Jon Udell writes: “There’s been some discussion in the blog world about using a Bayesian categorizer to enable a person to discriminate along various interest/non-interest axes. I took a run at this recently and, although my experiments haven’t been wildly successful, I want to report them because I think the idea may have merit…We know that autocategorization succeeds in the narrow domain of spam filtering. Whether it can succeed more generally — for example, by helping blog authors and readers manage flows of items — is yet unclear. The raw tools are available, but until they’re well integrated into authoring and reading software, it will be hard to get a good sense of what’s possible.”
Some additional thoughts from Udell:
First, from the perspective of a blog author who already categorizes content (as many do), the question is: can effort that’s already being invested pay more dividends? An automated review of things that have been already been categorized can help you sharpen your sense of the structure you are building. A prediction about how to categorize a newly-written item can be interesting and helpful too. As I worked through the exercise, I could (at times) imagine the software to be acting like a person you’d bounce an idea off of. “I can see why you choose that category,” we can imagine it saying, “but for what it’s worth, it has a lot in common with these items in this other category.”
The second and even more speculative idea would be to create subscribable filters. Consider the set of items that I write myself, and categorize under, say, web_services. Some other set of items out there in the blogosphere, written by other folks, will tend to cluster with mine. Could we say that those other items have some affinity for “Jon’s take on Web services”? And if so, by subscribing to my text-frequency database for that category could you use it to create one view of your own inbound feeds, or to suggest ones you’re not reading?

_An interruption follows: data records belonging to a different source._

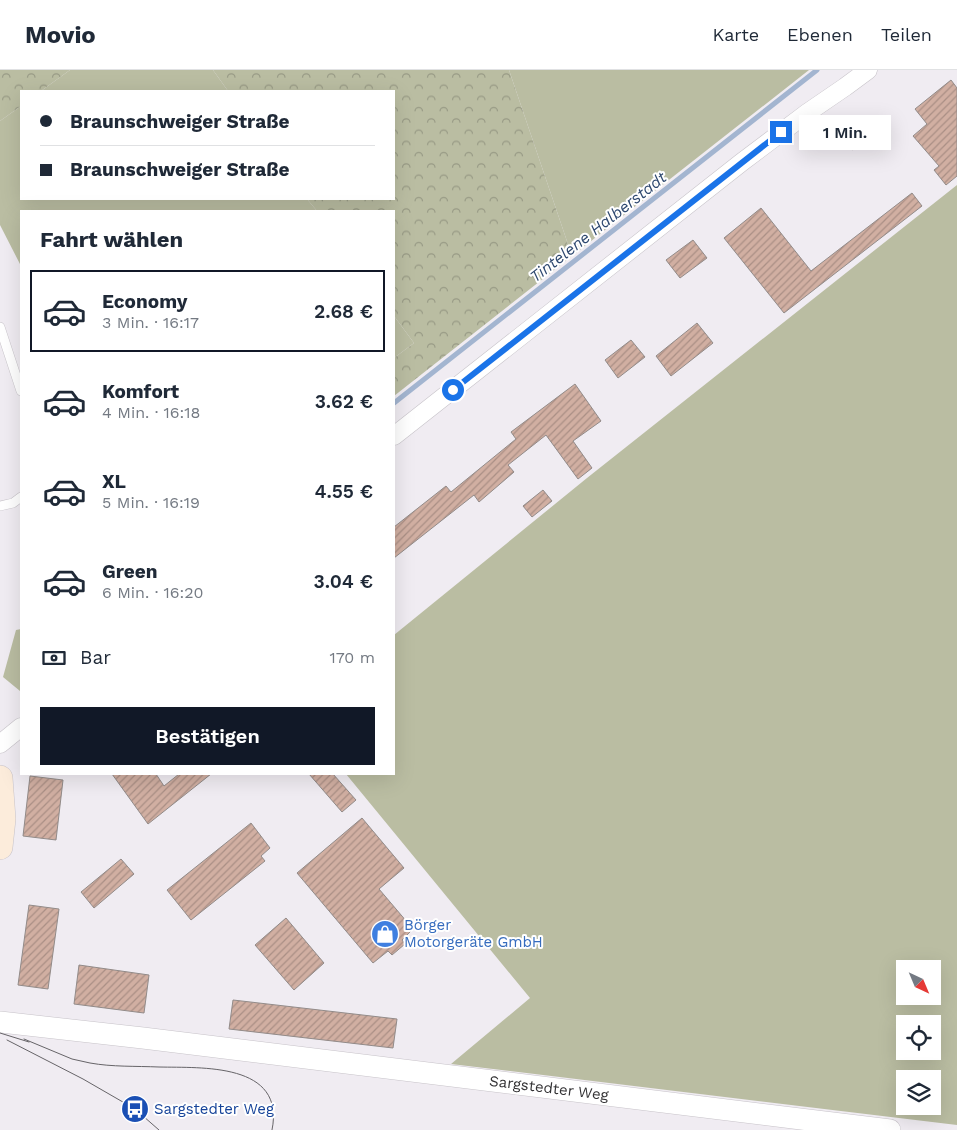 <!DOCTYPE html>
<html lang="de">
<head>
<meta charset="utf-8">
<style>
	body { margin:0; font-family:"Work Sans",sans-serif; background:#f2f2f3; color:#1f2937; height:100vh; display:flex; flex-direction:column; font-size:19px; white-space:nowrap }
	* { box-sizing:border-box; margin:0 }
	p { font-size:16px; color:#747a83 }
	.icon { flex:none; width:28px; height:28px; fill:none; stroke:currentColor; stroke-width:2; stroke-linecap:round; stroke-linejoin:round }
	.map { position:relative; flex:1; overflow:hidden }
	.panel { position:absolute; left:20px; top:140px; width:375px; height:565px; display:flex; flex-direction:column; background:#fff; border-radius:0px; box-shadow:0 5px 20px #0002 }
	.panel>* { flex:none }
	.hud { position:absolute; left:20px; top:20px; width:375px; height:110px; border-radius:0px; box-shadow:0 5px 20px #0002; display:grid; align-content:center; height:110px; padding:0 20px; background:#fff }
	.needle { width:32px; rotate:136deg }
	.controls { position:absolute; left:896px; top:890px; display:grid; gap:10px }
	.controls a { display:grid; place-items:center; width:45px; height:45px; border-radius:0px; background:#fff; box-shadow:0 5px 20px #0002; font-size:25px }
	.end { position:absolute; width:22px; height:22px; margin:-11px; border:6px solid #1a73e8; background:#fff; box-shadow:0 0 0 2px #fff }
	.from { border-radius:50% }
	.bubble { position:absolute; height:35px; border-radius:0px; background:#fff; box-shadow:0 5px 20px #0002; font-size:16px; font-weight:600; line-height:35px; text-align:center }
	.hud b { display:flex; align-items:center; gap:18px; height:48px; font-size:19px }
	.hud b+b { border-top:1px solid #e0e1e3 }
	.hud i { width:12px; height:12px; background:#1f2937 }
	ul { padding:0; list-style:none }
	li { display:flex; align-items:center; gap:15px; height:82px; margin:0 10px 8px; padding:0 10px; border:2px solid transparent; border-radius:0px }
	li div { flex:1 }
	li b { display:block; font-size:19px }
	li em { font-style:normal; font-weight:600 }
	li.current { border-color:#111827 }
	li>.icon { width:45px; height:45px; stroke-width:1.5 }
	h2 { padding:0 20px; font-size:22px; line-height:60px }
	.pay { display:flex; align-items:center; gap:12px; height:55px; padding:0 20px; font-size:19px }
	.pay p { margin-inline-start:auto }
	.primary-button { display:flex; gap:10px; margin-top:auto; padding:10px 20px }
	.primary-button a { flex:1; height:58px; border-radius:0px; background:#111827; color:#fff; font-size:20px; font-weight:600; line-height:58px; text-align:center }
	header { display:flex; align-items:center; gap:30px; box-sizing:border-box; height:70px; padding:0 25px; background:#fff; border-bottom:1px solid #e0e1e3 }
	header strong { font-size:24px }
	nav { display:flex; gap:28px; margin-inline-start:auto; font-size:18px }
	.map>svg:first-child { display:block }
</style>
</head>
<body>
<header>
<strong>Movio</strong>
<nav><a>Karte</a><a>Ebenen</a><a>Teilen</a></nav>
</header>
<div class="map">
<svg width="957" height="1060" viewBox="0 0 957 1060">
	<defs>
		<pattern id="forest-crowns" width="20" height="18" patternUnits="userSpaceOnUse" patternTransform="scale(1.25)"><rect width="20" height="18" fill="#babda2"/><path d="M2 6a3 3 0 1 1 6 0M12 15a3 3 0 1 1 6 0" fill="none" stroke="#989a85"/></pattern>
		<pattern id="building-hatch" width="6" height="6" patternUnits="userSpaceOnUse" patternTransform="scale(1.25)"><rect width="6" height="6" fill="#d1afa2"/><path d="M-1 1l2-2M0 6l6-6M5 7l2-2" fill="none" stroke="#aa8f85"/></pattern>
	</defs>
	<rect width="100%" height="100%" fill="#f0ecf2"/>
	<!-- green -->
	<path fill="#babda2" fill-rule="evenodd" d="M70,0H213L228,21H41Z
		M509,0H809L572,186Z
		M21,36V129H307L317,141H21V196L0,155V51Z
		M957,115V1055L451,994L530,928L346,704H394V565L587,408ZM905,899H932V926H905ZM905,954H932V981H905ZM905,1009H932V1036H905Z
		M394,246L414,273L394,288Z
		M21,559V619L20,621L3,607L16,560Z"/>
	<!-- forest -->
	<path fill="url(#forest-crowns)" d="M0,0H70L41,21H21V36L0,51Z
		M213,0H509L572,186L394,326V288L414,273L394,246V141H317L307,129H394V21H228Z"/>
	<g fill="none" stroke-linecap="round" stroke-linejoin="round">
		<!-- stream -->
		<path stroke="#a3b5d0" stroke-width="5" d="M394,333L817,0"/>
	</g>
	<!-- building -->
	<path fill="url(#building-hatch)" stroke="#928b89" d="M951,10L957,18V106L946,115L934,100L939,96L913,66L927,54L915,39Z
		M858,48L871,65L852,80L839,63Z
		M912,123L922,136L784,243L724,168L761,138L811,201Z
		M693,170L707,188L680,208L666,190Z
		M697,253L713,273L671,306L656,286Z
		M631,270L645,287L618,308L605,290Z
		M575,314L601,351L573,371L592,398L578,409L546,365L508,395L514,402L479,432L474,425L394,488V457L446,416L451,422L516,369L511,362Z
		M543,420L552,431L532,447L523,436Z
		M112,704H156L164,716L179,704H211L148,754Z
		M309,704H333L356,730L342,742Z
		M30,706L63,710L56,770L23,766Z
		M362,748L404,798L379,819L413,859L402,870L405,874L392,885L388,881L373,893L297,803Z
		M251,753L270,778L261,786L265,791L191,850L167,820Z
		M121,789L134,804L94,838L81,822Z
		M29,835L59,839L48,919L18,915Z
		M286,848L324,893L294,920L255,875Z
		M79,895L149,905L144,943L74,934Z
		M233,930L397,949L393,978L229,959Z"/>
	<g fill="none" stroke-linecap="round" stroke-linejoin="round">
		<!-- service casing -->
		<g stroke="#c7c3c9" stroke-width="10">
			<path id="service" d="M0,257L21,321
				M0,436L13,433L21,427"/>
		</g>
		<!-- minor casing -->
		<g stroke="#c7c3c9" stroke-width="19">
			<path id="minor" d="M394,366L742,92L807,43L845,17L868,0
				M0,674L21,657"/>
		</g>
		<!-- tertiary casing -->
		<g stroke="#c7c3c9" stroke-width="22">
			<path id="tertiary" d="M0,952L143,968L890,1060"/>
		</g>
		<!-- secondary casing -->
		<g stroke="#c7c3c9" stroke-width="26">
			<path id="secondary" d="M0,708L3,749L0,777"/>
		</g>
		<!-- service -->
		<use href="#service" stroke="#fff" stroke-width="9"/>
		<!-- minor -->
		<use href="#minor" stroke="#fff" stroke-width="18"/>
		<!-- tertiary -->
		<use href="#tertiary" stroke="#fff" stroke-width="21"/>
		<!-- secondary -->
		<use href="#secondary" stroke="#fcecdb" stroke-width="25"/>
		<!-- tram -->
		<path stroke="#666468" stroke-width="1" d="M0,963L29,972
			M24,969L72,989L90,993C112,997 136,996 159,997C201,998 286,992 272,1060
			M7,970L83,1009L135,1039L159,1060"/>
	</g>
	<g fill="none" stroke-linecap="round" stroke-linejoin="round">
		<!-- route -->
		<path stroke="#1a73e8" stroke-width="6" d="M453,320L781,62"/>
	</g>
	<!-- icons -->
	<defs>
		<g id="shop-disc" transform="scale(1.4375)"><circle r="9.5" fill="#3f7fe0" stroke="#fff"/><path d="M-5-2.5h2.3a2.7 3.5 0 0 1 5.4 0H5L5.5 6h-11ZM-1.5-2.5h3a1.5 2.3 0 0 0-3 0Z" fill="#fff"/></g>
		<g id="bus-disc" transform="scale(1.4375)"><circle r="9.5" fill="#1a4fb4" stroke="#fff"/><path d="M-5-6H5V4H4V6H2V4H-2V6H-4V4H-5ZM-3.5-4V0h7V-4ZM-3.5 1.2v1.5H-2V1.2ZM2 1.2v1.5H3.5V1.2Z" fill="#fff"/></g>
	</defs>
	<g fill-rule="evenodd">
		<use href="#shop-disc" x="385" y="864"/>
		<use href="#bus-disc" x="135" y="1039"/>
	</g>
	<g text-anchor="middle" dominant-baseline="central" stroke-width="4" stroke-linejoin="round" paint-order="stroke">
		<!-- shop labels -->
		<g font-size="15" fill="#366cbe" stroke="#fff" text-anchor="start">
			<text x="404" y="855">Börger<tspan x="404" dy="17">Motorgeräte GmbH</tspan></text>
		</g>
		<!-- street labels -->
		<g font-size="15" fill="#323133" stroke="#fff">
			<text transform="translate(549 1018) rotate(7)">Sargstedter Weg</text>
		</g>
		<!-- transit labels -->
		<g font-size="15" fill="#164399" stroke="#fff" text-anchor="start">
			<text x="154" y="1039">Sargstedter Weg</text>
		</g>
		<!-- water labels -->
		<g font-size="16" font-style="italic" fill="#2e486f" stroke="#fff">
			<text transform="translate(598 157) rotate(-38)">Tintelene Halberstadt</text>
		</g>
	</g>
</svg>
<div class="controls">
<a><svg class="needle" viewBox="-14 -14 28 28"><path d="M0-13l5 13h-10z" fill="#e53935"/><path d="M0 13l5-13h-10z" fill="#747a83"/></svg></a>
<a><svg class="icon" aria-label="locate" viewBox="0 0 24 24"><circle cx="12" cy="12" r="6"/><path d="M12 2v4M12 18v4M2 12h4M18 12h4"/></svg></a>
<a><svg class="icon" aria-label="layers" viewBox="0 0 24 24"><path d="M12 4l9 5-9 5-9-5zM3 14l9 5 9-5"/></svg></a>
</div>
<i class="end from" style="left:453px;top:320px"></i>
<i class="end" style="left:781px;top:62px"></i>
<div class="bubble" style="left:799px;top:45px;width:92px">1 Min.</div>
<div class="hud">
<b><i class="from"></i>Braunschweiger Straße</b>
<b><i></i>Braunschweiger Straße</b>
</div>
<section class="panel">
<h2>Fahrt wählen</h2>
<ul>
<li class="current"><svg class="icon" aria-label="car" viewBox="0 0 24 24"><path d="M5 17H2v-5l4-1 3-4h7l3 4 3 1v5h-3M9 17h6M6 11h13"/><circle cx="7" cy="17" r="2"/><circle cx="17" cy="17" r="2"/></svg><div><b>Economy</b><p>3 Min. · 16:17</p></div><em>2.68 €</em></li>
<li><svg class="icon" aria-label="car" viewBox="0 0 24 24"><path d="M5 17H2v-5l4-1 3-4h7l3 4 3 1v5h-3M9 17h6M6 11h13"/><circle cx="7" cy="17" r="2"/><circle cx="17" cy="17" r="2"/></svg><div><b>Komfort</b><p>4 Min. · 16:18</p></div><em>3.62 €</em></li>
<li><svg class="icon" aria-label="car" viewBox="0 0 24 24"><path d="M5 17H2v-5l4-1 3-4h7l3 4 3 1v5h-3M9 17h6M6 11h13"/><circle cx="7" cy="17" r="2"/><circle cx="17" cy="17" r="2"/></svg><div><b>XL</b><p>5 Min. · 16:19</p></div><em>4.55 €</em></li>
<li><svg class="icon" aria-label="car" viewBox="0 0 24 24"><path d="M5 17H2v-5l4-1 3-4h7l3 4 3 1v5h-3M9 17h6M6 11h13"/><circle cx="7" cy="17" r="2"/><circle cx="17" cy="17" r="2"/></svg><div><b>Green</b><p>6 Min. · 16:20</p></div><em>3.04 €</em></li>
</ul>
<div class="pay"><svg class="icon" aria-label="cash" viewBox="0 0 24 24"><path d="M3 7h18v10H3z"/><circle cx="12" cy="12" r="2"/></svg>Bar<p>170 m</p></div>
<div class="primary-button"><a>Bestätigen</a></div>
</section>
</div>
</body>
</html>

Matt Mower follows it up with an interesting thought: “What might be interesting is if people could “share” and “subscribe to” preference maps. As a new user of the system you might not really know who is relevant on any particular topic. But imagine you worked with David Weinberger, Phil Wolff, or Dan Gillmor. If you knew them and trusted their judgement you could pick one of their preference maps as a starting point and immediately gain a usseful insight into the data as it is structured by topic. You might even switch between personalities to get more perspective!”